You’ve Been WARNed: Communicating Outsourcing Transactions to Employees
By: Michael Singer
Edited by: Sigalle Barness
Every outsourcing transaction eventually comes down to people and how they impact, and are impacted by, the deal.
For Gibson Dunn & Crutcher’s William J. Peters, the people, and the specific issues involved in their notification and retention, are key to the success of any outsourcing transaction. Peters stopped by Lawline with fellow Gibson Dunn partner, Michael Collins, to offer his views on Employment Issues in Outsourcing, stressing that “when you fail to address [the employee issues]” early on, ensuing problems can impact every aspect of the deal, including the primary endpoint of cost savings. Collins added that often, many (if not all) of the impacted employees, “one way or another will transition to the service provider and become their employees.” Because “knowledge retention is often critical to the success of the transaction,” maintaining the morale of these employees, and getting them to buy into the deal by staying on with the service provider, becomes a lynchpin of the ultimate success of the transaction.
Once the sniff of a deal is loose in the hallways of any company, employee morale can begin to plummet. A best practice is to create a comprehensive communication plan before a contract is in place. This plan has to address both internal and external communications in order to detail exactly when various parties should be let in on the Agreement. In cases where confidentiality of the transaction process is not critical to the deal, companies earn trust and maintain employee morale when they are more open about the process. Sure, there’s no legal requirement that the employer tell its employees anything far in advance of a transaction. But openness and early notification (call it “common courtesy”), where possible, can be sound strategy.
Additionally, the legal duties relating to notifying impacted employees can really trip up the cost savings motivating a deal. Failure to properly comply with the U.S. federal Worker Adjustment and Retraining Notification Act (WARN Act) and corresponding state Acts, along with the Transfer of Undertakings (Protective Employment) Regulations (TUPE—which implement the EU’s Acquired Rights Directive) has severe cost impacts.
The federal WARN Act is well-worn territory when it comes to:
- mass layoffs (50 or more layoffs amounting to greater than 33% of the workforce) and;
- plant closings (companies with 100 more employees who shut down a worksite, i.e., lay off 50 or more employees at the site for 30 days).
Such employees must be given 60 days’ notice of the layoff, or the company incurs liability for back pay and benefits. Less well-worn is how WARN interacts with outsourcing transactions.

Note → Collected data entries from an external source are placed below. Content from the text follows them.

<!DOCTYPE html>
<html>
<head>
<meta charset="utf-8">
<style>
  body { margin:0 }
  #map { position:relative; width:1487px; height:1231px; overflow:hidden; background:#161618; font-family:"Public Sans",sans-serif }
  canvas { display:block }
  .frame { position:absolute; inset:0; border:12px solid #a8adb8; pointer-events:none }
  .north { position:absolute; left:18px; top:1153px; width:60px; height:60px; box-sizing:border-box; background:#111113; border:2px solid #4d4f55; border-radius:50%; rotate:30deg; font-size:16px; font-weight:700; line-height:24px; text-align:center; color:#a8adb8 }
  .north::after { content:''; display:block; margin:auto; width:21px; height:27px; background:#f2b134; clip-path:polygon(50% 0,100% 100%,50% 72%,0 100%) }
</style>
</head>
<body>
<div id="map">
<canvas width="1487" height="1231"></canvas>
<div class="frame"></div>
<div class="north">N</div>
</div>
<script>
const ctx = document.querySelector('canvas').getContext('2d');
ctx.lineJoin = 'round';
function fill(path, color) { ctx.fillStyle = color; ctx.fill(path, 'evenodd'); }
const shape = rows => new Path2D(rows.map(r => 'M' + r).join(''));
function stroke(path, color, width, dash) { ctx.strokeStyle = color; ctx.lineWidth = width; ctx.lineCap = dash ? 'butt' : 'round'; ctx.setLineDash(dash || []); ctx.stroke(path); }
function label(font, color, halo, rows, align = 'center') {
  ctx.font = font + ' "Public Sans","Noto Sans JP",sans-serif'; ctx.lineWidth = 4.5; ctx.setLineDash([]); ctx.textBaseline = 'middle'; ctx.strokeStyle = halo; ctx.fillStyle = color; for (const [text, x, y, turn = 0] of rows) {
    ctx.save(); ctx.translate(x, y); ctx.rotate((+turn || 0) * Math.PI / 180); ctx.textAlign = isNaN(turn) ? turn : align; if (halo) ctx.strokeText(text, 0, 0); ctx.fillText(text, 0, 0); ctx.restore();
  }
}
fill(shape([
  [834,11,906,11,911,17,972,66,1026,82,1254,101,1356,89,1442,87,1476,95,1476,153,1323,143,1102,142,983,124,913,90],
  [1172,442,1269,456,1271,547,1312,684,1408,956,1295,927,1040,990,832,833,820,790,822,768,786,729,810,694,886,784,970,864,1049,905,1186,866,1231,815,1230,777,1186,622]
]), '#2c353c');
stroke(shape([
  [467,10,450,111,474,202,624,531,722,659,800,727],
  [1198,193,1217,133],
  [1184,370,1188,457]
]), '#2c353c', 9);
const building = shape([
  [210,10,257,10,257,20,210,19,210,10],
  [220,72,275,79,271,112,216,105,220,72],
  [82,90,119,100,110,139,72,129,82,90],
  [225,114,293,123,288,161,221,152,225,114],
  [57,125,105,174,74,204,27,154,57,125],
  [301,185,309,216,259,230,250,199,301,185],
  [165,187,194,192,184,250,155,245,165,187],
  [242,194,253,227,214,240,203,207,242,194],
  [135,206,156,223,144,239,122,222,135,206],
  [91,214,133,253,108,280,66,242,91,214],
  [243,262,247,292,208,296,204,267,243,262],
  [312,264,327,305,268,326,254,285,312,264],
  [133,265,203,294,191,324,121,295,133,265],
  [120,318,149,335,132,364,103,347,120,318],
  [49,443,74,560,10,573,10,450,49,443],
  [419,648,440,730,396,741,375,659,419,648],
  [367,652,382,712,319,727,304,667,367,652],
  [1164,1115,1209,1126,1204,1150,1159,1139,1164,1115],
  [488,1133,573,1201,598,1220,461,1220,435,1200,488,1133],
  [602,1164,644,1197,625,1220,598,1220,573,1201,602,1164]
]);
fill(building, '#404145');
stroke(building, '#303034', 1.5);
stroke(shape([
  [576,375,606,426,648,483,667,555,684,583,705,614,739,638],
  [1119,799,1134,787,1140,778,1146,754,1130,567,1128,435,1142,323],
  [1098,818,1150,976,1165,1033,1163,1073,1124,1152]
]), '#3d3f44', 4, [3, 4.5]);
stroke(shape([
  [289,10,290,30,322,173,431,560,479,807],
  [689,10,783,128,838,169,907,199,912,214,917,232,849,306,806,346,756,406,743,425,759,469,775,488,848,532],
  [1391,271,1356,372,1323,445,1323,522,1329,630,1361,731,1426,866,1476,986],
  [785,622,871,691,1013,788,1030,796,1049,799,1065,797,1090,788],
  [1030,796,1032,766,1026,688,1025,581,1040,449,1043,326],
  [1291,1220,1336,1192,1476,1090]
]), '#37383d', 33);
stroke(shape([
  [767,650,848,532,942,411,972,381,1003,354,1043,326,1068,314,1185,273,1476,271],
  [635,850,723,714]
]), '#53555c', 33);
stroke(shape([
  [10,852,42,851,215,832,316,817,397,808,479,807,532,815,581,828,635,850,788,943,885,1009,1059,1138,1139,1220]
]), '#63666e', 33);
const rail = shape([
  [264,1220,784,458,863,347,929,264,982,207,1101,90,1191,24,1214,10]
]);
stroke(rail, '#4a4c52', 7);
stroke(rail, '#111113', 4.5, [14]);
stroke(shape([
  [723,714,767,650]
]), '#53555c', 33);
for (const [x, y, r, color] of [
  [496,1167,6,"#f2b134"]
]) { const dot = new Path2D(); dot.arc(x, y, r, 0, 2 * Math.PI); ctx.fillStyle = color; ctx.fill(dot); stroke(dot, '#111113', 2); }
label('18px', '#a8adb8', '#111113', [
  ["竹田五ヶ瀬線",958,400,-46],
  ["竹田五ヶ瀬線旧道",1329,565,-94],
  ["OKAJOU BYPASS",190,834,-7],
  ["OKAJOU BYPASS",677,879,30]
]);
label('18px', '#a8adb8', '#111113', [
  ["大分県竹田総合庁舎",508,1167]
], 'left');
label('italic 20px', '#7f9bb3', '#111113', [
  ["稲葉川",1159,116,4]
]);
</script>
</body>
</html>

While a company can sell an entire division, regardless of size, to another company without incurring WARN Act obligations (so long as the acquiring company keeps most of the acquired employees), a company cannot transfer (or “rebadge”) 50 or more employees to a service provider without becoming subject to WARN Act’s 60-day notice provision. This is true even if the 50 employees are still working on-site and never miss even one hour of pay. WARN applies even if the customer transfers 40 employees to a service provider and lays off 10. That still adds up to 50. Failure to properly follow WARN can be a significant added-cost component in a deal.
But, the “notice” and “retention” traps that can undermine an outsourcing transaction don’t stop at the U.S. border, for other countries have their own versions. If your customer has offices overseas, you need to keep the notice provisions “over there” on the front burner, as well. The U.K.’s TUPE regulations are one example of a trap for the unwary. Like WARN, it doesn’t apply in an acquisition of a business. TUPE is not so much a warning of impending layoff, but an effort to first notify, then ensure, that an employee who is subject to transfer in an outsourcing transaction maintains the terms and conditions of the job they had with the customer. TUPE requires the customer to consult with the employees to, essentially, negotiate the transfer.
Between legally required and “courtesy” communications, a company can ensure it is not faced with extra cost or an unexpected mutiny when a transaction is finalized. If the outsourcing plan has been well-structured, the additional aspects of keeping the labor force intact (retention incentives, benefits structures, etc.), will have been planned for and will take care of themselves as the transition period begins. But without proper communications prior to that period, a customer could wake to find itself in a transaction that is destined for failure.